■ Available data:
:::

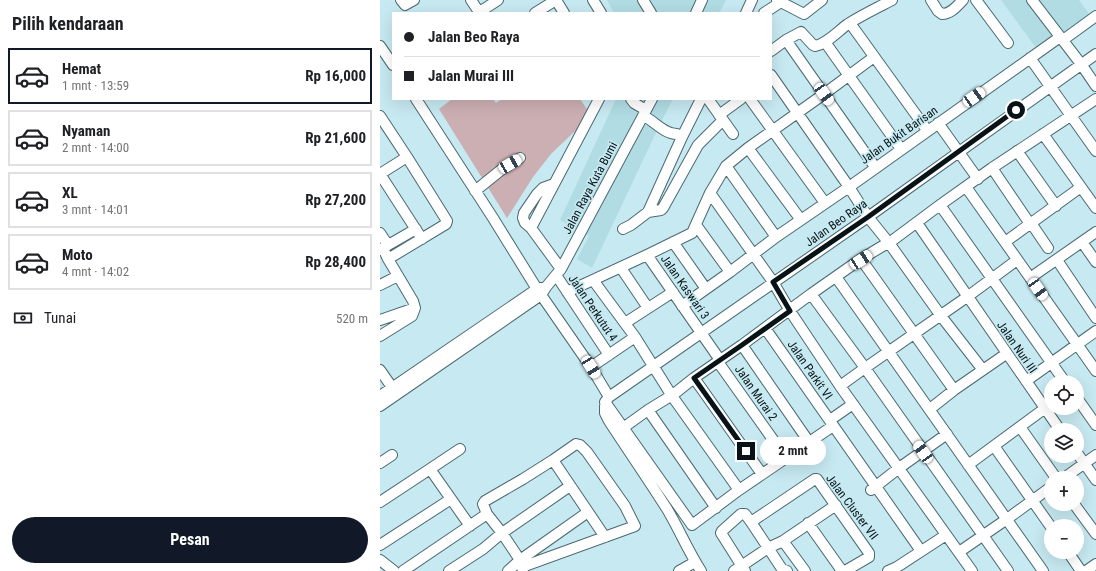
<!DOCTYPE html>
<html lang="id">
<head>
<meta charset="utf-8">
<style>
  :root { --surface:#fff; --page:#f6f6f6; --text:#202124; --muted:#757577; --line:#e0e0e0; --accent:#111827 }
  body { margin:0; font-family:"Roboto Condensed",sans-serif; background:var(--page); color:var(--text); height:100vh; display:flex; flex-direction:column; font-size:15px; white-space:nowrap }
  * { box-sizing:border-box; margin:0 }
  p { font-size:13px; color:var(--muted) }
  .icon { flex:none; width:22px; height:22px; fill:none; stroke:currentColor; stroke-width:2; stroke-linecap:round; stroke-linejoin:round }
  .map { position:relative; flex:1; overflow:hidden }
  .drawer { display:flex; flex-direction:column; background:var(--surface); width:380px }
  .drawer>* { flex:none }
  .banner { position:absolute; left:12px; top:12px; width:380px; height:88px; border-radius:0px; box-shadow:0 4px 16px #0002; display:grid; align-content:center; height:88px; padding:0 12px; background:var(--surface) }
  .fabs { position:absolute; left:664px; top:375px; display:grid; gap:8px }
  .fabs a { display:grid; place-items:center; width:40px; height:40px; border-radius:50%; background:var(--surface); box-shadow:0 4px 16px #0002; font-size:20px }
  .end { position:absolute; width:18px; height:18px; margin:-9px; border:5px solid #071316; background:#fff; box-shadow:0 0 0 2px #fff }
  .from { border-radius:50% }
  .bubble { position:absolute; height:28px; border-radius:14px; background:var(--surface); box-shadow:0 4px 16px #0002; font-size:13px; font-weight:700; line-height:28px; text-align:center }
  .car { position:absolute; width:12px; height:24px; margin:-12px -6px; border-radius:5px; box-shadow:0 0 3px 1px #0007; background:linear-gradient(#fff 24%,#345 0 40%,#fff 0 76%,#345 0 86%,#fff 0) }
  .banner b { display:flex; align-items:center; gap:14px; height:38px; font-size:15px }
  .banner b+b { border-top:1px solid var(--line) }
  .banner i { width:10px; height:10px; background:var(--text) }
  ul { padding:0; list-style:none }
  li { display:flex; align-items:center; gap:12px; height:56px; margin:0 8px 6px; padding:0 4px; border:2px solid var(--line); border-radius:0px }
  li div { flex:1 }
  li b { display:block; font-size:15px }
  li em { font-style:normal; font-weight:700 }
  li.current { border-color:var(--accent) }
  li>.icon { width:36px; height:36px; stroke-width:1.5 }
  h2 { padding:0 12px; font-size:18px; line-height:48px }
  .pay { display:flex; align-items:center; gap:10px; height:44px; padding:0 12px; font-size:15px }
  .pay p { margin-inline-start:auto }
  .cta { display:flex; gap:8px; margin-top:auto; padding:8px 12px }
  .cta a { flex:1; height:46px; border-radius:24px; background:var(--accent); color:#fff; font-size:16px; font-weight:700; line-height:46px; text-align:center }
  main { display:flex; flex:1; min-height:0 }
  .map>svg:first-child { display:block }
  .built { fill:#b1dce4 }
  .grass { fill:#ccafb2 }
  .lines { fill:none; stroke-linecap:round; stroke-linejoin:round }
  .minor-casing { stroke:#4b6970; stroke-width:12 }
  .minor { stroke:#fff; stroke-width:10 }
  .route { stroke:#071316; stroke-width:5 }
  .labels { text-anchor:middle; stroke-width:3.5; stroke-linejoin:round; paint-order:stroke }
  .street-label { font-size:12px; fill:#071316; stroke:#c7e9f1 }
</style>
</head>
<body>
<main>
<section class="drawer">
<h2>Pilih kendaraan</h2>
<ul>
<li class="current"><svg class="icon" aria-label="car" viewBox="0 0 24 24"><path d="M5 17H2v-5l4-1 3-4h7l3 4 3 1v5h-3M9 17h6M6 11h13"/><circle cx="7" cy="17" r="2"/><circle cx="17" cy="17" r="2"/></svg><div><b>Hemat</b><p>1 mnt · 13:59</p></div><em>Rp 16,000</em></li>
<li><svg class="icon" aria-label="car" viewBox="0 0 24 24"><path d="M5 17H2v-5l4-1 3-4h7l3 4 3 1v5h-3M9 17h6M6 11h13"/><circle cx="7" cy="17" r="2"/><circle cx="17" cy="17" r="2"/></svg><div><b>Nyaman</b><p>2 mnt · 14:00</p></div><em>Rp 21,600</em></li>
<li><svg class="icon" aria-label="car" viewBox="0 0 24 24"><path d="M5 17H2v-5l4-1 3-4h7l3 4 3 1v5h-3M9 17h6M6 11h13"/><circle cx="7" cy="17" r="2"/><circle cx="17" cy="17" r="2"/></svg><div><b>XL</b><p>3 mnt · 14:01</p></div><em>Rp 27,200</em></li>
<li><svg class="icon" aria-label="car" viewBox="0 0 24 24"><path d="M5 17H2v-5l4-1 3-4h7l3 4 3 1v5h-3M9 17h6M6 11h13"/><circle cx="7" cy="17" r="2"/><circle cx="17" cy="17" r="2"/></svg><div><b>Moto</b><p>4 mnt · 14:02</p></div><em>Rp 28,400</em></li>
</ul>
<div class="pay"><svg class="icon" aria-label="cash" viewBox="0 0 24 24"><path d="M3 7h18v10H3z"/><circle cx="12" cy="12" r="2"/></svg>Tunai<p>520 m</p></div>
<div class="cta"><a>Pesan</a></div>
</section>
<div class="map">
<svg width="716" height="571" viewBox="0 0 716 571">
  <rect width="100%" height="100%" fill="#c7e9f1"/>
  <path class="built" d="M 227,0 L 346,0 L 339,13 L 234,13 Z
    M 621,0 L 699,0 L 710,15 L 659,52 Z
    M 236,99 L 293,99 L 282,120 L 212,268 L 197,259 L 209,236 L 180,220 Z"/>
  <path class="grass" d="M 72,99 L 113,99 L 116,103 L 122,99 L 200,99 L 211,115 L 204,127 L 193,133 L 171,154 L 153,177 L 127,218 L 59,109 Z"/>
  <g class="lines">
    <defs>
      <path id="minor" d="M 21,0 L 25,5 L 34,0
        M 91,0 L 99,12
        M 176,0 L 184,13
        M 213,0 L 221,13
        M 263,0 L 271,13
        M 397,0 L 424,14 L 442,0
        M 551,0 L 558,11 L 562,14 C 571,14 577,6 583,0
        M 596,0 L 628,43
        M 652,0 L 701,64 L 716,86
        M 98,13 L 118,0
        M 155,13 L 176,0
        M 316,13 L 322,0
        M 366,13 L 372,0
        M 384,13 L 401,2
        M 470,23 L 547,130
        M 406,40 L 495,167
        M 683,40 L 716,16
        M 445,42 L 521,149
        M 0,46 L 13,65
        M 391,51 L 406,40 L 421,32 L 433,45 L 435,46 C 447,44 458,31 468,24 C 482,15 497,8 512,0
        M 650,58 L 716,151
        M 391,75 L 469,187 L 488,217 L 509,243 L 561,316 L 603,370
        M 36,99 L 113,218 L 157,289 L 211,367 L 229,397
        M 251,99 L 254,103 L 266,110
        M 328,99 L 353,134
        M 370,99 L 445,203
        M 339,115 L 361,99
        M 0,116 L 27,157 L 67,221 L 66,224 L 8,259
        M 264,116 C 274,121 284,134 297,134
        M 558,123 L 598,179
        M 663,134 L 716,208
        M 368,148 L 421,220
        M 637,151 L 676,206
        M 346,166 L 396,237
        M 612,168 L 650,224
        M 0,174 L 42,239
        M 0,174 L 27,157
        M 174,184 L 163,188 L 157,194 L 144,213 L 143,218 L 145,223 L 151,228 L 181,269
        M 586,187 L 716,371
        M 95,191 L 121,170 L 140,158
        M 330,193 L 393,282 L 410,311 L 460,386 L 592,571
        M 560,205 L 685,382
        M 268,212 L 302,137 L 321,99
        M 537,223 L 680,430
        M 651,223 L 668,248
        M 316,225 L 350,272
        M 151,228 L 219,99
        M 243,229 L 251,225 L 268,212 L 281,210 L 283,208 L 318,145 L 343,120
        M 0,233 L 8,245
        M 293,242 L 326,289
        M 625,242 L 701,187
        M 702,242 L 716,262
        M 3,248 L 36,229
        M 0,250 L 3,248 L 8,259 L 33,301 L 35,308 L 32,316 L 0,336
        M 267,255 L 340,360
        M 481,259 L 574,390
        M 677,260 L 716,318
        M 241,268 L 268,308
        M 176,275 L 229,355
        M 456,277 L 663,571
        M 650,278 L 716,232
        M 213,280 L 255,337 L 292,396 L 359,490
        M 0,285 L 18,276
        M 187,292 L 267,255 L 312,233 L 330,193 L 346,166 L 368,148 L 444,94 L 494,57
        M 431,294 L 485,368 L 628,571
        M 302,306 L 350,272 L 396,237 L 469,187 L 680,37
        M 0,320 L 35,308
        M 245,323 L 293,292
        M 385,328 L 541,551
        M 362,345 L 429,442
        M 338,362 L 406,458
        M 211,367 L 255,337
        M 0,370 L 16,393
        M 314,378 L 382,474
        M 646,381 L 716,331
        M 460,386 L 485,368 L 587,297 L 637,260
        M 0,396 L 157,289 L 162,288
        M 697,398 L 716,425
        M 225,402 L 229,397 L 488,217 L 716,54
        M 225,402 L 312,525 L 359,490 L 453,426
        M 0,406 L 161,295 L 166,287 L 181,269 L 272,99
        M 225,406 L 225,413 L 229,421 C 248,450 268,479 287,509 C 299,529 308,551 321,571
        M 550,409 L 574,390 L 626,354
        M 268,410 L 336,508
        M 450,420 L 473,404
        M 640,427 L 676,478
        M 243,428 L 268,410 L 294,394 L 314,378 L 362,345 L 431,294 L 481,259 L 506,244 L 509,243 L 560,205 L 612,168 L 716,99
        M 614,446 L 671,527
        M 697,453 L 716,480
        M 0,463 L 12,455
        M 588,465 L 664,409
        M 50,469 L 80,449
        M 684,478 L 716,455
        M 491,490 L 519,468 L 567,434
        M 0,502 L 50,469 L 90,526
        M 694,504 L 716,534
        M 371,522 L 435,479 L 437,479 L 489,553 L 489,557 L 465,571
        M 428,523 L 462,571
        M 403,541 L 425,571
        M 0,545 L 71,499
        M 579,552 L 627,519 L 671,487
        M 688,552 L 701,571
        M 0,560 L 14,571
        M 142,567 L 255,526 L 245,506 L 207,452 L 200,445 L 196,444 L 173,460
        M 23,571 L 107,514
        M 69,571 L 103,549 L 122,533 L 190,486
        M 128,571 L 140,560 L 208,512
        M 143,571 L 140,560 L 122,533 L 107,514 L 103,504 L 105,501 L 143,479 L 173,460 L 225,537
        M 299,571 L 315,562
        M 354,571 L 388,548 L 403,541 L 456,505
        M 365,571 L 341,533 L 342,531 L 361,514 L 365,514 L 371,522 L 402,569 L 407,571
        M 508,571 L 517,567 L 566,535
        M 706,571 L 716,564"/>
    </defs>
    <use href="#minor" class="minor-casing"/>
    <use href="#minor" class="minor"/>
  </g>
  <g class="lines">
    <path class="route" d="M 366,451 L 314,378 L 362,345 L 410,311 L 393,282 L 488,217 L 636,110"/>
  </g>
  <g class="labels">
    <g class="street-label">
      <text transform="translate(519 135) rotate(-35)" y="4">Jalan Bukit Barisan</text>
      <text transform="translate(210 188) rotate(-62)" y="4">Jalan Raya Kuta Bumi</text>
      <text transform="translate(456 223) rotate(-35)" y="4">Jalan Beo Raya</text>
      <text transform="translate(305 287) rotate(55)" y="4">Jalan Kaswari 3</text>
      <text transform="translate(213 308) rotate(56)" y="4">Jalan Perkutut 4</text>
      <text transform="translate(637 347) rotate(55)" y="4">Jalan Nuri III</text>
      <text transform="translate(430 370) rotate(55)" y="4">Jalan Parkit VI</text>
      <text transform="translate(376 393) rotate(55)" y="4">Jalan Murai 2</text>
      <text transform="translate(472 507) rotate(53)" y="4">Jalan Cluster VII</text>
    </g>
  </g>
</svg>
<div class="fabs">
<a><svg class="icon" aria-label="locate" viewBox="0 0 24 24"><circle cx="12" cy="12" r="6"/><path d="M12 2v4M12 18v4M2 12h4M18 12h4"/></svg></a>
<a><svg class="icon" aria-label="layers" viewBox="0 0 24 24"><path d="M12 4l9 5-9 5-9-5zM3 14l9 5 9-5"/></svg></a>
<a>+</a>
<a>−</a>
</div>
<i class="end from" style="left:636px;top:110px"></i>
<i class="end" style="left:366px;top:451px"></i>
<div class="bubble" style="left:380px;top:437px;width:66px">2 mnt</div>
<i class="car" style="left:444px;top:94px;rotate:145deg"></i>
<i class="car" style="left:594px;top:97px;rotate:55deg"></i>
<i class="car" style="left:130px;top:164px;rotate:60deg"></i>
<i class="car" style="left:481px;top:260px;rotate:57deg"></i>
<i class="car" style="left:658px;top:289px;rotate:145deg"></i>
<i class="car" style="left:211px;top:367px;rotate:148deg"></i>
<i class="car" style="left:543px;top:452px;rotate:325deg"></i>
<div class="banner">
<b><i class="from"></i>Jalan Beo Raya</b>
<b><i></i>Jalan Murai III</b>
</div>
</div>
</main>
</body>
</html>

:::

■ Activity: Copy out, from the listing above, every line that contains the word "direction".

■ Result below:
  body { margin:0; font-family:"Roboto Condensed",sans-serif; background:var(--page); color:var(--text); height:100vh; display:flex; flex-direction:column; font-size:15px; white-space:nowrap }
  .drawer { display:flex; flex-direction:column; background:var(--surface); width:380px }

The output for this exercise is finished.